* Exercise prompt *
In the listing below, locate the line containing "Instruction: Dump the"; reproduce that line and all lines that follow it, unchanged.
BEGIN
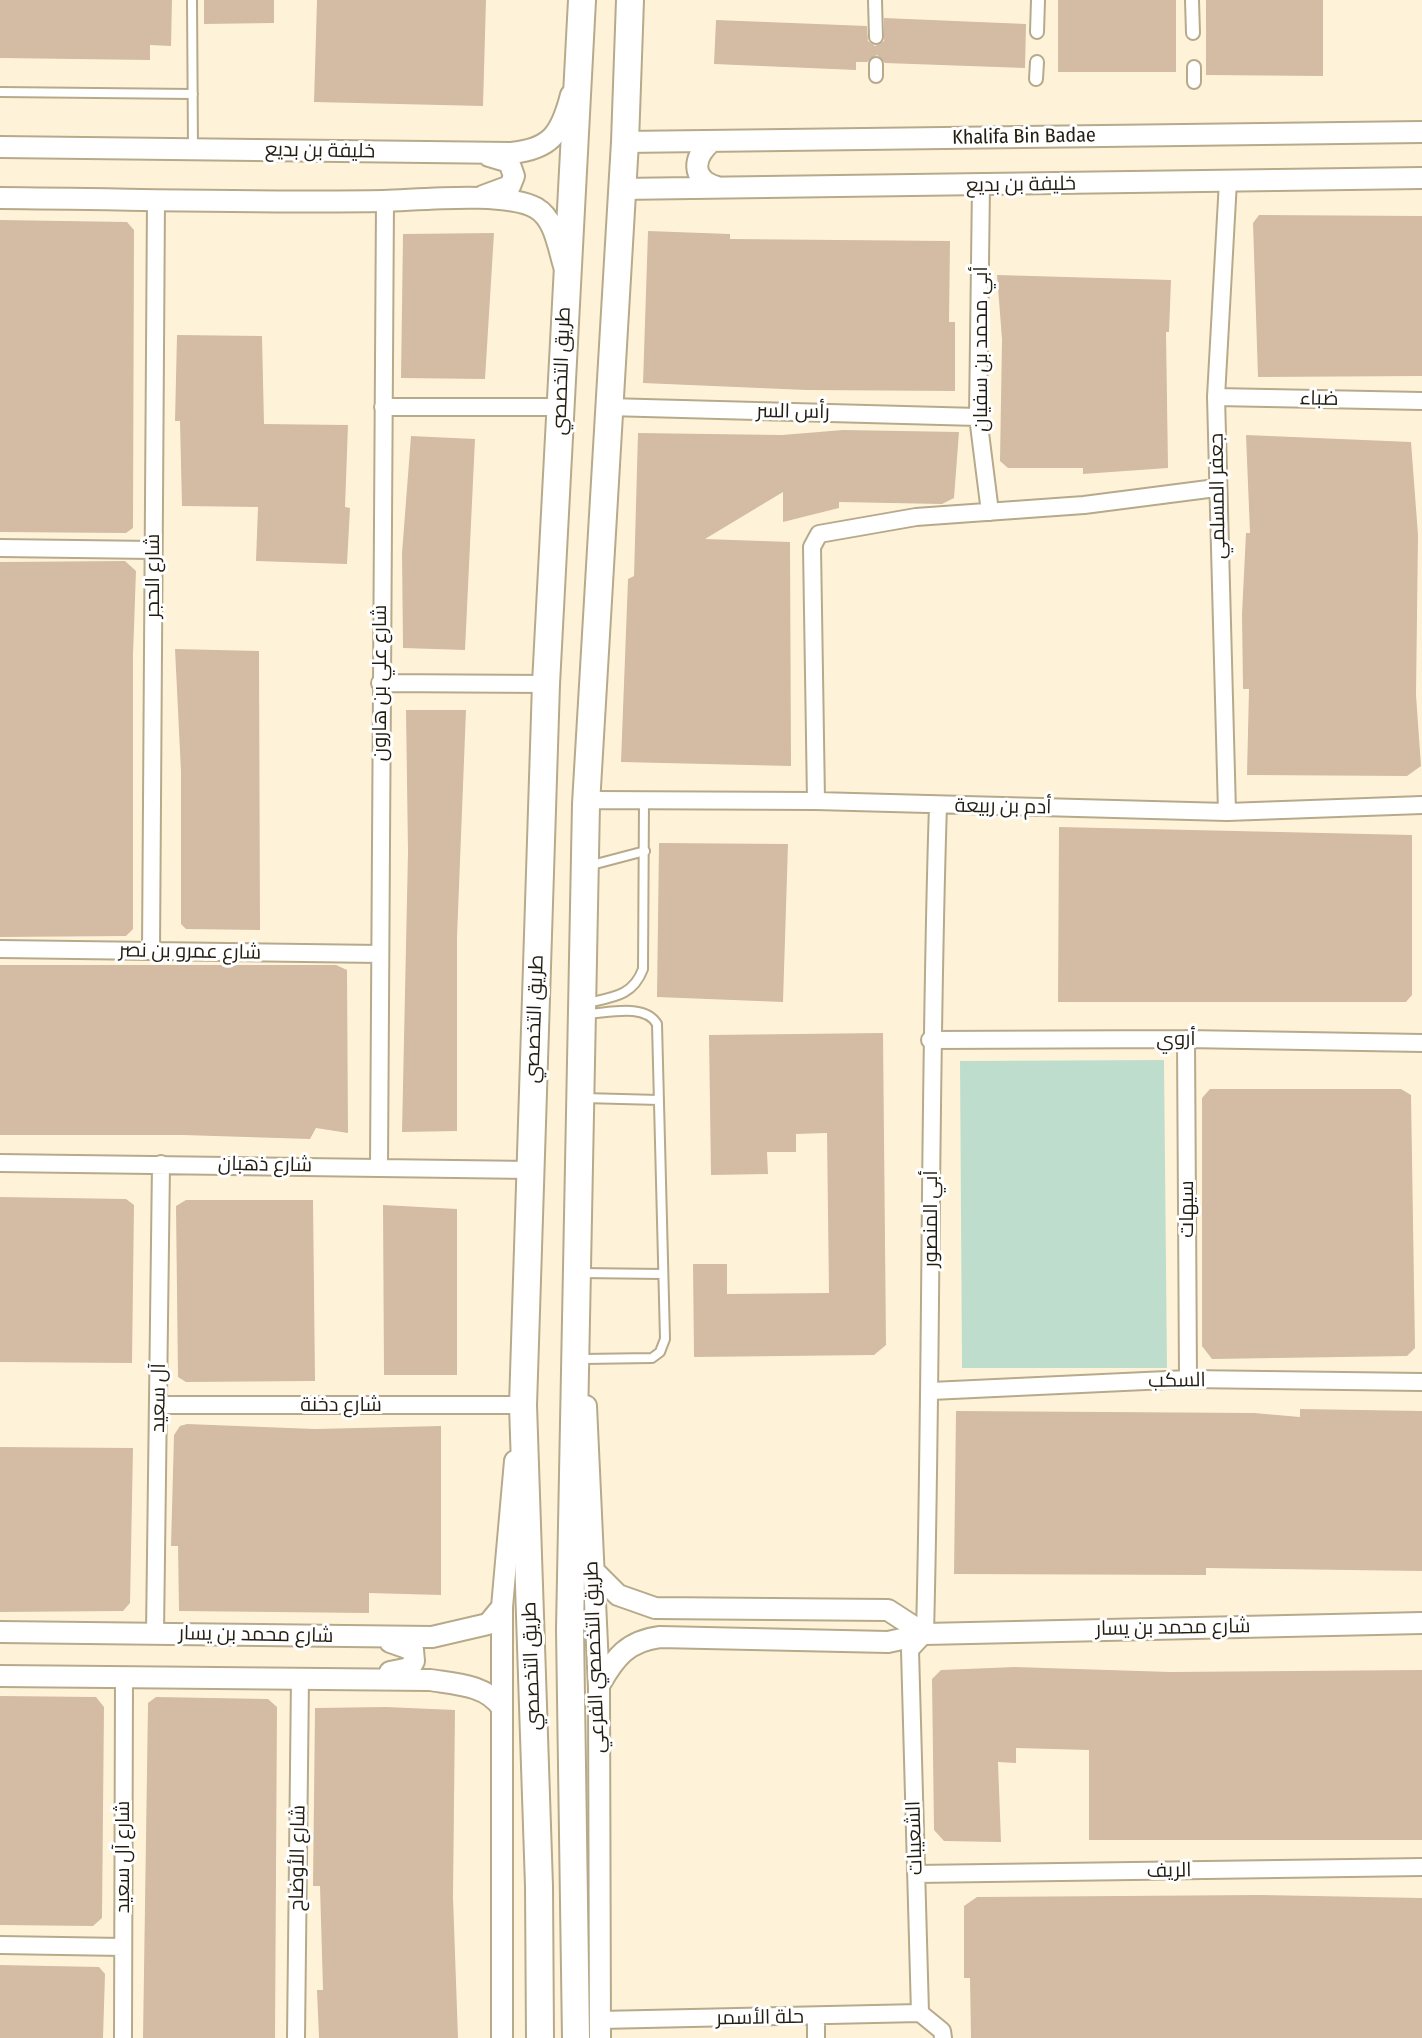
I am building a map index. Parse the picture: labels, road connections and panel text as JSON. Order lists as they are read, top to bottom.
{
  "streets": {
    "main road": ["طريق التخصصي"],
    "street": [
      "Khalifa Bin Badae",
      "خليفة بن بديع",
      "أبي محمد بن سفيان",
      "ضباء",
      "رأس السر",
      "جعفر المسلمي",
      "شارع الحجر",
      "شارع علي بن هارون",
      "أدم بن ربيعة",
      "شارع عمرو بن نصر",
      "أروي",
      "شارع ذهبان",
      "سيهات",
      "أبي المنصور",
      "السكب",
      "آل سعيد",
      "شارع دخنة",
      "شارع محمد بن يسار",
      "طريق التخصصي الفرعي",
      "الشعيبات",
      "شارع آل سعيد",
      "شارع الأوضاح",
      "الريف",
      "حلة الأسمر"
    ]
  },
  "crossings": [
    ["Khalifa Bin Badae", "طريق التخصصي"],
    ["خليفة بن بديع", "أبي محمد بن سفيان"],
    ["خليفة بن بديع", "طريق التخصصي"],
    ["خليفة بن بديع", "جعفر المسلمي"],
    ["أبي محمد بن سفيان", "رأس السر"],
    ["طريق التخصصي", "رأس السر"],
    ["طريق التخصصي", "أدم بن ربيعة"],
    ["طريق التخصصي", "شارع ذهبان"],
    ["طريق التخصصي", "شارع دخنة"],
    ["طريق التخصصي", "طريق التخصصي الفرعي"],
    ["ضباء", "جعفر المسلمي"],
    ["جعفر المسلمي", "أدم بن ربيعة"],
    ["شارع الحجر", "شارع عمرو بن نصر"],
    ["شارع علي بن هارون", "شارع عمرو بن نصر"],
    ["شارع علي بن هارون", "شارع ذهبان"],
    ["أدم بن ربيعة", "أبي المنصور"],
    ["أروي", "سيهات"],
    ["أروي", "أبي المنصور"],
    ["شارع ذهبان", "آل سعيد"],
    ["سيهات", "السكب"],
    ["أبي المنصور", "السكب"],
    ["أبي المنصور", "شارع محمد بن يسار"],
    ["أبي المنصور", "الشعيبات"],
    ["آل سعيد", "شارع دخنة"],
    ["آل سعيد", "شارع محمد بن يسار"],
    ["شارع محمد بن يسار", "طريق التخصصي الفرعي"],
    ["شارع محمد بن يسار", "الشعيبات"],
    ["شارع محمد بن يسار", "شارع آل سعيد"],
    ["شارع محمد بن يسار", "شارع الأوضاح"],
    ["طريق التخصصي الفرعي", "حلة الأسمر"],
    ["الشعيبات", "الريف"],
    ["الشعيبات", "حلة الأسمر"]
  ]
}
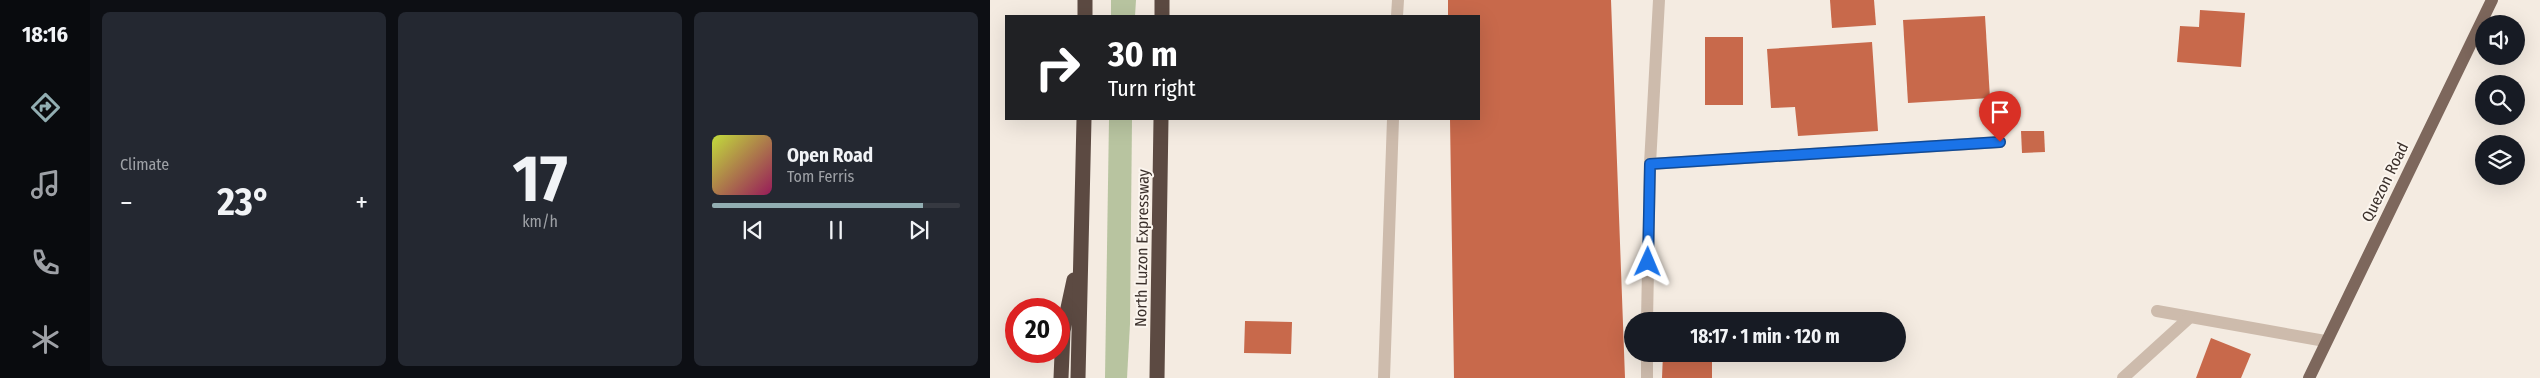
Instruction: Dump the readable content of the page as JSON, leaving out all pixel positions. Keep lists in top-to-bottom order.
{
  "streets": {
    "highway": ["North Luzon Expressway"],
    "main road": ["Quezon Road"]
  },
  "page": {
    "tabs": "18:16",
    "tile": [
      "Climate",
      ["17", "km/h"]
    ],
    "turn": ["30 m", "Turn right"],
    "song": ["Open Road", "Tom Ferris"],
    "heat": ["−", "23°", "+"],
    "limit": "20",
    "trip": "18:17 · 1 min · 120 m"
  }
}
END
* Final answer *
Instruction: Dump the readable content of the page as JSON, leaving out all pixel positions. Keep lists in top-to-bottom order.
{
  "streets": {
    "highway": ["North Luzon Expressway"],
    "main road": ["Quezon Road"]
  },
  "page": {
    "tabs": "18:16",
    "tile": [
      "Climate",
      ["17", "km/h"]
    ],
    "turn": ["30 m", "Turn right"],
    "song": ["Open Road", "Tom Ferris"],
    "heat": ["−", "23°", "+"],
    "limit": "20",
    "trip": "18:17 · 1 min · 120 m"
  }
}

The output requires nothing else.